Royal Opera House, Snape Maltings
A week of mounting crisis at the beleaguered Royal Opera House, culminating in the resignation of the entire board, more than whetted the appetite for the company's first touring production as it begins its two years on the road. With its image at an all time low, it badly needs a success, and the choice of Britten's operetta about the mythical American logger would seem, on the face of it, an odd choice.
Critically, it was a disastrous flop when first performed at Columbia University in 1941, and lay neglected for 30 years until, after some revision, it was performed on Radio 3 in 1976, and at the Aldeburgh Festival in the same year, since when it has received no professionally staged production in this country.
Yet in many ways it could be an inspired choice. It is an ensemble opera with no major starring roles, which doesn't require any large and complicated sets, and has a score which, despite flaws, in general radiates an exuberant vitality. Hildegard Bechtler's design is practical, stark and effective: the profile of a vast tree at one side of the stage, a back cloth symbolic of the great American wilderness, the whole presided over by a giant Polo- mint moon.
Francesca Zambello's production is fast and funny. It makes one less conscious of Auden's eccentric and somewhat pretentious libretto and concentrates on a swiftly moving kaleidoscope of events, always exciting even when the narrative thread seems sometimes obscure. Zambello and movement director Denni Sayers choreograph the whole piece brilliantly: this on an almost always crowded stage.
There are no "operatic" roles as such, the closest approach to the serious side of the genre being some of Inkslinger's music, effectively sung by Thomas Randle, and the love duet for Tiny and Slim (Susan Grinon and Mark Padmore).
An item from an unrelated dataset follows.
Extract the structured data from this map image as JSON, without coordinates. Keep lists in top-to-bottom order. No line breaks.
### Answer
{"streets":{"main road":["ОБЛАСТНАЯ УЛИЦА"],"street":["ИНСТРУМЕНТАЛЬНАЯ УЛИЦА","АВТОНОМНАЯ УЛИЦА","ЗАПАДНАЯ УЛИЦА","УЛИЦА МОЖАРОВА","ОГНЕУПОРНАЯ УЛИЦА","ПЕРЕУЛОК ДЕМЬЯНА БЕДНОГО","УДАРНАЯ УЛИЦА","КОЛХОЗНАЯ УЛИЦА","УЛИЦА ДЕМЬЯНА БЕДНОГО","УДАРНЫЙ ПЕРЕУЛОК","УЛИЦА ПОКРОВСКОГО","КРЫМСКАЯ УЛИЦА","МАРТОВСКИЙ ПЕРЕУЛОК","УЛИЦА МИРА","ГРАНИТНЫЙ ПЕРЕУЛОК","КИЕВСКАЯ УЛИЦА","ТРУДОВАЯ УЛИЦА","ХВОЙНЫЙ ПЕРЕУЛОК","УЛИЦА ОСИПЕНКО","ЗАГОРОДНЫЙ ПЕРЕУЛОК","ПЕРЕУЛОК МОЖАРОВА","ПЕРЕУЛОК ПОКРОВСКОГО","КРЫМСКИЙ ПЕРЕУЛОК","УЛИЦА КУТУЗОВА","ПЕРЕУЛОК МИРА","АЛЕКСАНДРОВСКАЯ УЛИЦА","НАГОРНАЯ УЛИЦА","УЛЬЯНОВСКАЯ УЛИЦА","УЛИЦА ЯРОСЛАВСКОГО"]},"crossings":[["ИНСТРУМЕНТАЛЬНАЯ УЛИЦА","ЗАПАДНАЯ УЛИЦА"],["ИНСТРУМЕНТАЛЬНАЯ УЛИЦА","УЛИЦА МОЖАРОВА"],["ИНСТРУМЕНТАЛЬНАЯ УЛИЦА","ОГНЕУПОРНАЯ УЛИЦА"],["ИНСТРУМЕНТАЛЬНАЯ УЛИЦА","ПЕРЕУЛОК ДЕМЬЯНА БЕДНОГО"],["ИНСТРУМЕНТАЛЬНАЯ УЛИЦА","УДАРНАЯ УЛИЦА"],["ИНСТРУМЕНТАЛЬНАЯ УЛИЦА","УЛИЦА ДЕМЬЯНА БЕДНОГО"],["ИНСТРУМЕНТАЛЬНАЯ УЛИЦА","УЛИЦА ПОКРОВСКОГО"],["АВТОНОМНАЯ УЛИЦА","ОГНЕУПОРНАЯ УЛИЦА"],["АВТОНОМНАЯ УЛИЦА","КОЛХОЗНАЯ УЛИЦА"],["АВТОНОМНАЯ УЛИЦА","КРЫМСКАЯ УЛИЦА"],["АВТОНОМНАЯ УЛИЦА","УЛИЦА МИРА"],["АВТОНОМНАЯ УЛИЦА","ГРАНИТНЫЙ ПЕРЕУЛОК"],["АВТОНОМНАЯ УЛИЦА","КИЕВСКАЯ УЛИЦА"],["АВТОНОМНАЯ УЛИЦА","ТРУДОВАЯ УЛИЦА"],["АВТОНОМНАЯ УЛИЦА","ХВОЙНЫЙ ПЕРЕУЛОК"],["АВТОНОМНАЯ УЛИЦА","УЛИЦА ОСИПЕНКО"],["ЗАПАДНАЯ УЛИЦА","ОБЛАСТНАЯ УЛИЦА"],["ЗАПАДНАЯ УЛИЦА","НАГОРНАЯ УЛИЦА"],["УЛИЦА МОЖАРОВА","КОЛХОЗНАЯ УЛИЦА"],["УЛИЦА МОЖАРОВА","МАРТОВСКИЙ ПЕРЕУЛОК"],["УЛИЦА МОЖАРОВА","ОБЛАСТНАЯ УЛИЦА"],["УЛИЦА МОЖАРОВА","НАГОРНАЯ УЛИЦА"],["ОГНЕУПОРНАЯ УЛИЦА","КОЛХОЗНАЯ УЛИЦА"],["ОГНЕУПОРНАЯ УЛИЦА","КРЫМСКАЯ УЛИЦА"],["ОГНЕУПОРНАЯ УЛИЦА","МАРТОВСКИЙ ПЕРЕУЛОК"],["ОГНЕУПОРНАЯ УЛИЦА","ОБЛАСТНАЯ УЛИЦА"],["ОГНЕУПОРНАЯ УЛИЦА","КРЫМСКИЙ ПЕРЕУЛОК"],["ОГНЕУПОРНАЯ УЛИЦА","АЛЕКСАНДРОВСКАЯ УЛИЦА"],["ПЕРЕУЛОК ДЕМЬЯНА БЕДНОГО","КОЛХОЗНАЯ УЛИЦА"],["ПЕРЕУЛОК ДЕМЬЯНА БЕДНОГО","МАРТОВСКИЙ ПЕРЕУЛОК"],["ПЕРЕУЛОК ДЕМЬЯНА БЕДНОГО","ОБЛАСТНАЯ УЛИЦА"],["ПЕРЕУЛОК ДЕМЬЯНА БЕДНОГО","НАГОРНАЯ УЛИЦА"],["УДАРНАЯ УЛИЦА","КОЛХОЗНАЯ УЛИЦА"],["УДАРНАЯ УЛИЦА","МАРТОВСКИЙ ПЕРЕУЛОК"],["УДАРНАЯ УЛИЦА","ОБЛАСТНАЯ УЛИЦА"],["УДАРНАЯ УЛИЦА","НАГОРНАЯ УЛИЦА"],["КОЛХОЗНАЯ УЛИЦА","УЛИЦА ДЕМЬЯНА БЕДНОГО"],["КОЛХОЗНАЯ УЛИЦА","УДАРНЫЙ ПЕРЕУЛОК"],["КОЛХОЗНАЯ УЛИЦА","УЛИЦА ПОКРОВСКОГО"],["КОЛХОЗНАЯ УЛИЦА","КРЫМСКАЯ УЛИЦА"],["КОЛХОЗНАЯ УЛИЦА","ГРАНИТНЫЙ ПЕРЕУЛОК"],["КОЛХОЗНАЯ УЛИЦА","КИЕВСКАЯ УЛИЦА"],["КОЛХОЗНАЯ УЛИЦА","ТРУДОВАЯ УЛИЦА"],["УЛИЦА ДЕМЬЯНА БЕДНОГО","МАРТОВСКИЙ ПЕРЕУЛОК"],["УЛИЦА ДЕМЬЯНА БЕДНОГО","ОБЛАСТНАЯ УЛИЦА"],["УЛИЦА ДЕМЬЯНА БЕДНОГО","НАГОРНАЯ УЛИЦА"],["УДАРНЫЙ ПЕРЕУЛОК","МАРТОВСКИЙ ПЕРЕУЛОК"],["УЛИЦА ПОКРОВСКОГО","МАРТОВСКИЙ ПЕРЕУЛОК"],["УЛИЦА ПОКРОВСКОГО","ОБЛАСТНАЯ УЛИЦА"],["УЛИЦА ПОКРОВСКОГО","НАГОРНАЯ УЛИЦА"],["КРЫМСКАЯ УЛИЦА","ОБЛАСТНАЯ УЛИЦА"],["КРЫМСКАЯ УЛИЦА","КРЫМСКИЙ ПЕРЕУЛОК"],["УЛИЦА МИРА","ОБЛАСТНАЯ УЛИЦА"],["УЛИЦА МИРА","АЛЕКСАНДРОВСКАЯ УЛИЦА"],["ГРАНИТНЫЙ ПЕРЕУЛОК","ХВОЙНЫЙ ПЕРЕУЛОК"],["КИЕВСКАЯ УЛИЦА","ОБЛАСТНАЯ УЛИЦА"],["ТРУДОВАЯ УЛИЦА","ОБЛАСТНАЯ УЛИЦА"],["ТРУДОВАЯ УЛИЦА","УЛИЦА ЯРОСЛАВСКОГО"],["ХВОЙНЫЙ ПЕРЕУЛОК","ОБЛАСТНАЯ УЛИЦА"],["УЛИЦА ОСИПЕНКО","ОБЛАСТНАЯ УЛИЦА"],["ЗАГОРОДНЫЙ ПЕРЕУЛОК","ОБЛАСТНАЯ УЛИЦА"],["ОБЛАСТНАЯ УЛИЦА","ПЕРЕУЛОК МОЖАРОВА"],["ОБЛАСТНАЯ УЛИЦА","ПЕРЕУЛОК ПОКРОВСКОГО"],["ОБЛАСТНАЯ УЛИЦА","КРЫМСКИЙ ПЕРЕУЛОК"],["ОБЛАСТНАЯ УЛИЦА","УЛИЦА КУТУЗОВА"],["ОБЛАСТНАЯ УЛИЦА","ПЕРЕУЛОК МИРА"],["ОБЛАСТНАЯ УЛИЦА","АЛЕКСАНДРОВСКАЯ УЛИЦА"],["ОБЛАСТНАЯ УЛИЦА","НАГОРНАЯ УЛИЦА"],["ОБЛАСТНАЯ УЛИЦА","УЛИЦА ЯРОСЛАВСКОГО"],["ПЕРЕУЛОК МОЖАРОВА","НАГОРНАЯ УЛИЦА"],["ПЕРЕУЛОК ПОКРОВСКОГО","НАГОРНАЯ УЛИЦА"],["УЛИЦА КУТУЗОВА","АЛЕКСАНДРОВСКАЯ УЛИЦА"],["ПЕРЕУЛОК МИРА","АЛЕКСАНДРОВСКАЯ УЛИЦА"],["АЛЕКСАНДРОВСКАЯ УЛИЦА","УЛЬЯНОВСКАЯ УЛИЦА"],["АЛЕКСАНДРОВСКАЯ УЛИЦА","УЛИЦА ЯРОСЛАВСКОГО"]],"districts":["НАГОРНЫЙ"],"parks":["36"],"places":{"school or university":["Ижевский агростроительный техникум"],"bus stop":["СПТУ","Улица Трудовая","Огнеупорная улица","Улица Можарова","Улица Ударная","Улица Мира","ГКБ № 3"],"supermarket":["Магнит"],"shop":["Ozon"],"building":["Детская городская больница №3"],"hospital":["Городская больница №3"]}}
An excellent trio of animals transmogrified for this production into human form (Britten must have had access to some jolly good students to manage the high coloratura), and a hilarious cameo from Henry Moss as the Western Union Boy: straight out of a Hollywood musical.
This is a production which must go some way to establishing Bunyan in the repertoire, yet niggling doubts remain. It is an uneven score, sometimes very exciting and with some excellent numbers, like the "Blues" in Act 1, yet there is a deal of not very interesting music, and the work remains difficult to categorise. "Operetta" doesn't really suit, nor is it really a musical: rather, it not quite succeeds in becoming the hybrid between opera and the musical that Bernstein succeeded in finding. Perhaps it's something to do with the odd match between Auden's libretto and Britten's music, for despite enjoying it immensely, I find myself agreeing with the Virgil Thomson's comment after the premiere: "I never did figure out the theme."